Found it! This was something that I saw towards the end of last year. Puts it all into perspective.
The irrelevance of the “more taxes / less cuts” way out of recession was typified last week by Rachel Reeves, Labour’s Shadow Chief Secretary to the Treasury. She said that the increased taxes from the planned January 2013 3p-a-litre rise in fuel duty should be stopped, and the money raised instead by clamping down on known tax avoidance loopholes.
Thanks for that one Rachel – in fact, the £650m to be raised, either way, would actually pay for just under five days of the interest the UK Government is paying on its £1.2 Trillion (thousand million) debt (correct at the time of writing, it’s rising at a rate of £117M every day, or £1,354 every second.
Isn’t that rather frightening? And also very interesting, as it should, because that figure relates only to the interest we are having to pay – it doesn’t even begin to touch the body of the debt itself. The fact is that we can raise all the company and wealth taxes as we wish, there will never be enough money to clear it – unless of course we simply closed down all companies, and made the richest 100,000 people homeless. And I am not so sure that would work either, as we would have far more unemployed to support.
OK, let’s turn to cuts. As there is actually no such thing as Government money – only our money – let’s start to reduce that £700bn of annual UK public expenditure.
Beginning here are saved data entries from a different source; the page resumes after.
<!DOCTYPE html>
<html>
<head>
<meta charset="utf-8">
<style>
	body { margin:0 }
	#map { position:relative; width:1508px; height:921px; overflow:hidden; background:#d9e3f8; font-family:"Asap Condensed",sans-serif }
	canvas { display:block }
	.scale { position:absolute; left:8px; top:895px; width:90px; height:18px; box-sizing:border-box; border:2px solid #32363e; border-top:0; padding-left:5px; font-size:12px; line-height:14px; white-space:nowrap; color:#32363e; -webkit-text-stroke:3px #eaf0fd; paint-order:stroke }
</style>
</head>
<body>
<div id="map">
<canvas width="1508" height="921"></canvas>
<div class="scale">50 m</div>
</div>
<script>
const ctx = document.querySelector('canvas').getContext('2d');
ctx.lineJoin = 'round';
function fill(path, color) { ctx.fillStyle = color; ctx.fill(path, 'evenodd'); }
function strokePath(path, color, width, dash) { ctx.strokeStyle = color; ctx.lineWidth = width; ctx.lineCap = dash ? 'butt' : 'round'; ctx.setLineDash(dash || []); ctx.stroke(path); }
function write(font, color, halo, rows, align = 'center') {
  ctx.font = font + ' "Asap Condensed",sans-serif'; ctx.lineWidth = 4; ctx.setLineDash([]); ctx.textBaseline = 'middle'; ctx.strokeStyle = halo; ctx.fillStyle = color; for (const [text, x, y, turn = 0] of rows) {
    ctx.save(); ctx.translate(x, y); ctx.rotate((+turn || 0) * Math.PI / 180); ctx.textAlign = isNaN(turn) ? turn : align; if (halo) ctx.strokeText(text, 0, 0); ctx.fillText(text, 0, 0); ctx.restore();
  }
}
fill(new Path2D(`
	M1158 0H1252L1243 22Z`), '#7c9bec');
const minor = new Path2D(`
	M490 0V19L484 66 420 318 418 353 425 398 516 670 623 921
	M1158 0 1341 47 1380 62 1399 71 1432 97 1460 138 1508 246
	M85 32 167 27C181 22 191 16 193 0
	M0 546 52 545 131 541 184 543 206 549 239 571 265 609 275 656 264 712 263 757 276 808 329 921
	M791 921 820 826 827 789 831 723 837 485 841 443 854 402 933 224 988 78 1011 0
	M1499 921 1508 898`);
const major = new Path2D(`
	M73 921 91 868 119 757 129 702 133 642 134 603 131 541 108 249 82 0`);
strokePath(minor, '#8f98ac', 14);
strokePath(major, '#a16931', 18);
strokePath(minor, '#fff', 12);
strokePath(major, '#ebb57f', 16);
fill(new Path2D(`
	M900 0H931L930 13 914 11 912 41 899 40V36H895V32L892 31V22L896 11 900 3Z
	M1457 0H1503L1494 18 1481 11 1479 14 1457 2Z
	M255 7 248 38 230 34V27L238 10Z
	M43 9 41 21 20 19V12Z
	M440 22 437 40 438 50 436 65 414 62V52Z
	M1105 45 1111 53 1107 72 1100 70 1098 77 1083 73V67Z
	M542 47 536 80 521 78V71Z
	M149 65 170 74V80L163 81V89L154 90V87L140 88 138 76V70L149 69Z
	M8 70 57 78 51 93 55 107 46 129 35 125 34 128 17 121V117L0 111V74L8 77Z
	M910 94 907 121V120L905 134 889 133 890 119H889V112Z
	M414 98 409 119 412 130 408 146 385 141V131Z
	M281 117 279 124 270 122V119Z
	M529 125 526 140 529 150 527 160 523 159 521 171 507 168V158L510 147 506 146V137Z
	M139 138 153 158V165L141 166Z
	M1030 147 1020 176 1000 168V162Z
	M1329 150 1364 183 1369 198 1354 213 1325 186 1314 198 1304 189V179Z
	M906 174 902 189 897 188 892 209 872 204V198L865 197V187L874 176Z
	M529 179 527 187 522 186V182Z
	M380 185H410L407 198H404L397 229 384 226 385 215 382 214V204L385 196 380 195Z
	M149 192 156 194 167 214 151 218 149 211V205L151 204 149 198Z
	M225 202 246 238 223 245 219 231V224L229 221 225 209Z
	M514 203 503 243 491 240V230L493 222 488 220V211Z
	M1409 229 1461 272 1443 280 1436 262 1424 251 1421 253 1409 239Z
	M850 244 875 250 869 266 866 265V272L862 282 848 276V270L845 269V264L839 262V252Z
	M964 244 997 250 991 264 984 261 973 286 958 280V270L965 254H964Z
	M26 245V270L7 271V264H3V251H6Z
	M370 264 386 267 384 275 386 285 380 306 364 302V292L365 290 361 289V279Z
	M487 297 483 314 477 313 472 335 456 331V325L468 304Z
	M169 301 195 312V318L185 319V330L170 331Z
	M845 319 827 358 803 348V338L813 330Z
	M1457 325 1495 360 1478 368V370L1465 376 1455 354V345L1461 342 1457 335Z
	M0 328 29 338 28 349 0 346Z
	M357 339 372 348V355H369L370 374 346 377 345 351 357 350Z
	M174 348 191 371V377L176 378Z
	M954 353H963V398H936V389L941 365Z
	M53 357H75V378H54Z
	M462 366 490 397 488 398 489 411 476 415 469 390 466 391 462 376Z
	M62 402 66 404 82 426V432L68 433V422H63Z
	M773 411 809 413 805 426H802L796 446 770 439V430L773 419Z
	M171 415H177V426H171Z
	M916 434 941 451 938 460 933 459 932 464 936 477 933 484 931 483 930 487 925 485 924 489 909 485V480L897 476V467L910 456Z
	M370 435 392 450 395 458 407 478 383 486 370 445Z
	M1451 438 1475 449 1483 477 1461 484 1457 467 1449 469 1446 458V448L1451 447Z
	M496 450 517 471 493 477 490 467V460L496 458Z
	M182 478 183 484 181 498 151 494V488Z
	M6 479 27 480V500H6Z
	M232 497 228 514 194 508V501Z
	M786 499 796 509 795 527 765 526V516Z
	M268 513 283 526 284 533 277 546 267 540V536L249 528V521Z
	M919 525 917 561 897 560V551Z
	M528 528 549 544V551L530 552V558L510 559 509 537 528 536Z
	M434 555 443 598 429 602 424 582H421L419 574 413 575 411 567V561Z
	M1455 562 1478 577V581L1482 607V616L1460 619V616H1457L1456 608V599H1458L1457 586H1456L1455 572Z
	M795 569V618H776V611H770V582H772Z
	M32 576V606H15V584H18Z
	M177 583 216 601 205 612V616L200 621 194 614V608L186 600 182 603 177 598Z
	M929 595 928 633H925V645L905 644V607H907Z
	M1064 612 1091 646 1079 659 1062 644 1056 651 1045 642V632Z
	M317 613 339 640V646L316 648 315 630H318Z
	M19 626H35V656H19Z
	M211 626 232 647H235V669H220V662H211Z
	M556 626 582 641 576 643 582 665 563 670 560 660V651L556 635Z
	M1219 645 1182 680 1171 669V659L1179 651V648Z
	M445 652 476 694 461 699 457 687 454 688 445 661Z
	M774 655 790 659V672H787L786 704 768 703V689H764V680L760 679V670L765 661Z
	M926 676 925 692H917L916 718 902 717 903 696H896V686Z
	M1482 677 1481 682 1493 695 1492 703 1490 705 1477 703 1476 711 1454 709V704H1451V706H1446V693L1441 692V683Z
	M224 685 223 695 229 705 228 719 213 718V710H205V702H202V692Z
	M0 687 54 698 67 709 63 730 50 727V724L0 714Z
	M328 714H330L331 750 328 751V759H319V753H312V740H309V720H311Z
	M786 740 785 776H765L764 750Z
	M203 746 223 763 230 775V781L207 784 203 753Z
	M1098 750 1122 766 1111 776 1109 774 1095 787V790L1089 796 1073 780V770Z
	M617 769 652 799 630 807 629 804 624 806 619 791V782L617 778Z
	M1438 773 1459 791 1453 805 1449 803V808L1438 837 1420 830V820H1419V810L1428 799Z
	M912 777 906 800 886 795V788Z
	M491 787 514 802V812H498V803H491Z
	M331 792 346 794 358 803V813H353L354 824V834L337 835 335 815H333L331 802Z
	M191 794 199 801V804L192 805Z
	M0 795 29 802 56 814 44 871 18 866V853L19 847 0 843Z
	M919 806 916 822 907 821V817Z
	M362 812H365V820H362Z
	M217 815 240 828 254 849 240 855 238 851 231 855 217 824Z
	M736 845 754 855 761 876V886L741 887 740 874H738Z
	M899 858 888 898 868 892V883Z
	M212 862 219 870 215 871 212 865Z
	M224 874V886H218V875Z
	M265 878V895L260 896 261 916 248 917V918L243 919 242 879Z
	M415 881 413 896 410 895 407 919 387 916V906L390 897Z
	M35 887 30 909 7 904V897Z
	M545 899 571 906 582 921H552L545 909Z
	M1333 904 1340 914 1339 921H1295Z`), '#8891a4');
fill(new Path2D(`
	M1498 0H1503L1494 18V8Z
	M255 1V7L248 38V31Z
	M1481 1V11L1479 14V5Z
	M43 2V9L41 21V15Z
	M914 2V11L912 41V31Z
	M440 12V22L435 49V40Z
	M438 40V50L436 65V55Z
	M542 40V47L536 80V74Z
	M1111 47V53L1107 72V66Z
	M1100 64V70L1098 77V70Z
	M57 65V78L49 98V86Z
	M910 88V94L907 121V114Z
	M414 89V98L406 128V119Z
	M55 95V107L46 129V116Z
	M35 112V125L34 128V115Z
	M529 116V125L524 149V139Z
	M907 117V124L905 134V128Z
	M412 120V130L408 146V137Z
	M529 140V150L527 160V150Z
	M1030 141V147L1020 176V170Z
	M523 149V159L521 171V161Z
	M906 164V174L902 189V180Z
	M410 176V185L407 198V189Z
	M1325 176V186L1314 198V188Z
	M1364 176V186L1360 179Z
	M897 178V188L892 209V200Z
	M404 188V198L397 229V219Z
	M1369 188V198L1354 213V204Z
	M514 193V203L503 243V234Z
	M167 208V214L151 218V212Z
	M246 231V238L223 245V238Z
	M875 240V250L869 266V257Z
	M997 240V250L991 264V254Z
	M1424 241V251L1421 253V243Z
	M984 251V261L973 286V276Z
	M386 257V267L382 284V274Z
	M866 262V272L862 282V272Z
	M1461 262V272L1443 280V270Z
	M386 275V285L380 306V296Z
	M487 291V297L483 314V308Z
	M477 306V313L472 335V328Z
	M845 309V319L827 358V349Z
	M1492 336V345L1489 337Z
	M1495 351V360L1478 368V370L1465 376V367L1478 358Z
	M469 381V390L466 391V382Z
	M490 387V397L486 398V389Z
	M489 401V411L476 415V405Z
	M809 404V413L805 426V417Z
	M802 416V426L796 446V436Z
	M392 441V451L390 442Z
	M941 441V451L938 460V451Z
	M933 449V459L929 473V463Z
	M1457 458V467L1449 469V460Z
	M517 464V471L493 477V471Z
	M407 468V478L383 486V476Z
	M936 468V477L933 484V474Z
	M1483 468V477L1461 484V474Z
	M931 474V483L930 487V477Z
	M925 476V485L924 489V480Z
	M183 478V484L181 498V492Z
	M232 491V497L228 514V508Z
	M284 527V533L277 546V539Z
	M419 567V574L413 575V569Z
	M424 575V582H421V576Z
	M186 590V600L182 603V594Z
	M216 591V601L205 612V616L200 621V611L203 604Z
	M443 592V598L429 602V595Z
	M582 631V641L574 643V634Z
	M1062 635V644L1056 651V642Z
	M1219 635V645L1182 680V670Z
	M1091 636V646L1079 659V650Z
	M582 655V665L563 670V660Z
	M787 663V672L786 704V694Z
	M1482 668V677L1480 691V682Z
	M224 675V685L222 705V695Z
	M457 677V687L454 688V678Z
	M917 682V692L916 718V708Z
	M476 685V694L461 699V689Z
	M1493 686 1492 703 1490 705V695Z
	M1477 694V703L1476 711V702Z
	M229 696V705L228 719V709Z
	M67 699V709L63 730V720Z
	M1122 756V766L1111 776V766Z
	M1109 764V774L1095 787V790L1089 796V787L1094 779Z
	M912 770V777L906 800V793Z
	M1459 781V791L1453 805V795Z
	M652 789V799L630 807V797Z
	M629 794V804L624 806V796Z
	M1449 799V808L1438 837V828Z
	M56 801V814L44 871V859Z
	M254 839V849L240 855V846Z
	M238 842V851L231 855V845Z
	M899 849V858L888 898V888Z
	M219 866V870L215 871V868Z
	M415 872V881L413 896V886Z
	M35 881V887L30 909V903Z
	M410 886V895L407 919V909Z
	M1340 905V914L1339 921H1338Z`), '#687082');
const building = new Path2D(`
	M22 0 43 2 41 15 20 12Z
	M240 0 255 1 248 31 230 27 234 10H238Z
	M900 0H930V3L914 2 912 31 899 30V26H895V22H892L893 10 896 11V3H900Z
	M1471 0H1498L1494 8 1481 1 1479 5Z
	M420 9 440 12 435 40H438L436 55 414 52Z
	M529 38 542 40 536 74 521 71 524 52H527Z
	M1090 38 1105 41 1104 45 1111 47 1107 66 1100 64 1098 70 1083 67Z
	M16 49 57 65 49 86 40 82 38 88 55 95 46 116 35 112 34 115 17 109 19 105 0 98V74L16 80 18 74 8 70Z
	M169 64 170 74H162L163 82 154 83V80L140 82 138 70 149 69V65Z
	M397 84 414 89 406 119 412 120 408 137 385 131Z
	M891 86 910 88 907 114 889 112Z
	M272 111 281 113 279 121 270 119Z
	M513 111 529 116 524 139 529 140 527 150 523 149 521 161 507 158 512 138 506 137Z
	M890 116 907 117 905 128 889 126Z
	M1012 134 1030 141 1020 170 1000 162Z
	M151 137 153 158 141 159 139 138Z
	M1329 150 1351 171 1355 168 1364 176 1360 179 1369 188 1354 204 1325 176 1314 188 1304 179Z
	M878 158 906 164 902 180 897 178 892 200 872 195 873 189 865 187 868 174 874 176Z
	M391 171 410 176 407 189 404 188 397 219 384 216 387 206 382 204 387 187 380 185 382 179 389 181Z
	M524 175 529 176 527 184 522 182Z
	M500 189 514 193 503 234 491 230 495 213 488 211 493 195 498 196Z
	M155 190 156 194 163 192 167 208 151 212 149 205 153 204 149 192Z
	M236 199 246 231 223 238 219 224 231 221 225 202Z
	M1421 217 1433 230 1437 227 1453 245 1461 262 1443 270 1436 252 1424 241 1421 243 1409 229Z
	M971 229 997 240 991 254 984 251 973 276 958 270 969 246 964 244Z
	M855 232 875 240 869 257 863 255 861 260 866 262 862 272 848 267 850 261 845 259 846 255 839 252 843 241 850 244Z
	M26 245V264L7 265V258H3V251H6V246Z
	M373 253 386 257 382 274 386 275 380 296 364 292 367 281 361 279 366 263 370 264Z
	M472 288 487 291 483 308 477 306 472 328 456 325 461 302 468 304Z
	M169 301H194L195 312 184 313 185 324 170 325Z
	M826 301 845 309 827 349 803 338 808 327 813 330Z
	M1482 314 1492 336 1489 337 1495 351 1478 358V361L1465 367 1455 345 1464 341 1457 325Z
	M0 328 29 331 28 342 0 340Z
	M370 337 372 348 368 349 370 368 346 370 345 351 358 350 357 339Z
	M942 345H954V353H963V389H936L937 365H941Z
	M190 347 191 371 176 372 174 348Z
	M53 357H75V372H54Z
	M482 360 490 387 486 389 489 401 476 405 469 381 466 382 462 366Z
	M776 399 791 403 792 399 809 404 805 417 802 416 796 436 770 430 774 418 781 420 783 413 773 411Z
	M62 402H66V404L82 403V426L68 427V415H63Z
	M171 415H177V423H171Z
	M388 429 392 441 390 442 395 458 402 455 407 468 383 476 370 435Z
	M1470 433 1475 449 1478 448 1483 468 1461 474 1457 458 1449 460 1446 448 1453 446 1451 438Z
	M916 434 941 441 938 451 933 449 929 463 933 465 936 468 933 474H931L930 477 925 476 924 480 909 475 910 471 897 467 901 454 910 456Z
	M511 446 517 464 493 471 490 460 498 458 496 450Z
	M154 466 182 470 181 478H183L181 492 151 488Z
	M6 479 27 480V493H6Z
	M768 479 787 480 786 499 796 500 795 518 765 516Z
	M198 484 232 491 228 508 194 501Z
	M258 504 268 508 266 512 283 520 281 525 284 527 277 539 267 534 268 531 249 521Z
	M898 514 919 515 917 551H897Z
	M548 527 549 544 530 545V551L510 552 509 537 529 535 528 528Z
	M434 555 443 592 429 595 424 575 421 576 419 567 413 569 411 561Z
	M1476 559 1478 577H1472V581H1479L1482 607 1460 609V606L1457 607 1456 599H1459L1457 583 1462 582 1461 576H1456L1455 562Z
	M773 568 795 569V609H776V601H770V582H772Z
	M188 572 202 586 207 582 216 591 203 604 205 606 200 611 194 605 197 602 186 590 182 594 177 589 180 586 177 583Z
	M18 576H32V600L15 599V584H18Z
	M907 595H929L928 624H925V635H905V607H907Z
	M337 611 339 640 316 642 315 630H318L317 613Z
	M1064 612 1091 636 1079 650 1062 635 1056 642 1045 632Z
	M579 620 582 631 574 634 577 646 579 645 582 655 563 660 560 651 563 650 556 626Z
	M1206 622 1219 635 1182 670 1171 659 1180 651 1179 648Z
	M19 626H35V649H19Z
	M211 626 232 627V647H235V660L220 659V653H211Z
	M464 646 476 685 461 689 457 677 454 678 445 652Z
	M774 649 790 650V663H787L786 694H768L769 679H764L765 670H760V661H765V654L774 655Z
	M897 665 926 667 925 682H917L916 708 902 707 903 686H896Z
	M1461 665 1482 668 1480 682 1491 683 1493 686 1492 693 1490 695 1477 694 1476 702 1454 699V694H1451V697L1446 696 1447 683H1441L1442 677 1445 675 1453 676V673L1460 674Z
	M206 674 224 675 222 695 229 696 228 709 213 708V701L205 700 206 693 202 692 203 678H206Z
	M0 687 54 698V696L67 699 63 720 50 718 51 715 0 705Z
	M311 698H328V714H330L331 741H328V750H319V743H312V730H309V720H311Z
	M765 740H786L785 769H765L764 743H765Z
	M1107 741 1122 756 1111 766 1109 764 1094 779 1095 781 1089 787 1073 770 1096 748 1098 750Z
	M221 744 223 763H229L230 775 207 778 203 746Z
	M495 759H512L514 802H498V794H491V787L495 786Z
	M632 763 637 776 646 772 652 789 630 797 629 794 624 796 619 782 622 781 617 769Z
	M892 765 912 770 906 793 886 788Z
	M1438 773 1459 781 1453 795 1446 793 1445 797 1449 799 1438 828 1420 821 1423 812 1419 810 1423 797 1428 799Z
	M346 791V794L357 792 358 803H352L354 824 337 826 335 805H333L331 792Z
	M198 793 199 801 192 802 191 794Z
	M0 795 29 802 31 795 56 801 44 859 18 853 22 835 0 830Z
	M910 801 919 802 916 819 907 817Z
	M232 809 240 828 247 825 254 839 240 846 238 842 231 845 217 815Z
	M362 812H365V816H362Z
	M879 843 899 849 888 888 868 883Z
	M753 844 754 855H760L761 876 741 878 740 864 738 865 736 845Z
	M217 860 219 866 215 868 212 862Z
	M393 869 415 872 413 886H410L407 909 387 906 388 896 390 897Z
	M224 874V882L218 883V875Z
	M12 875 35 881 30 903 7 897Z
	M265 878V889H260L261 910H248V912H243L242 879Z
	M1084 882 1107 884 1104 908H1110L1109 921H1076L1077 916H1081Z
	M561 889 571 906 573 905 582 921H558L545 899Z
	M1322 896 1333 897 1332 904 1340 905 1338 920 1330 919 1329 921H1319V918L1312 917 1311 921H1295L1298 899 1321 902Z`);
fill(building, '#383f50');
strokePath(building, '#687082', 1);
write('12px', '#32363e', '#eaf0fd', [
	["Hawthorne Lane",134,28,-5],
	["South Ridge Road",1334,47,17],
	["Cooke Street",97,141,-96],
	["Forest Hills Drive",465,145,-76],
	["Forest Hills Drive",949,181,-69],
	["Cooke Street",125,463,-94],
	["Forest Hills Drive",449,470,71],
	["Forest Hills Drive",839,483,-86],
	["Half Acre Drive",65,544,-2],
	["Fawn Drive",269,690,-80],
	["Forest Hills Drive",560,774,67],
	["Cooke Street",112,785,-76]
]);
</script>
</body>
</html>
When my daughter comes home from school and I ask “what did you do at school today” she replies, “nothing.” So, let’s get rid of all schools, indeed, all education in the UK. that should help. Yes, £92BN. Now, just another 1.110TR to go. OK, let’s stop all healthcare and close down all hospitals – that’s another £121.3BN. Excellent, we are down to £1TN. Now…
The bottom line fact is that we as a United Kingdom will never tax or cut our way out of debt – and neither will any other country in the world – ever.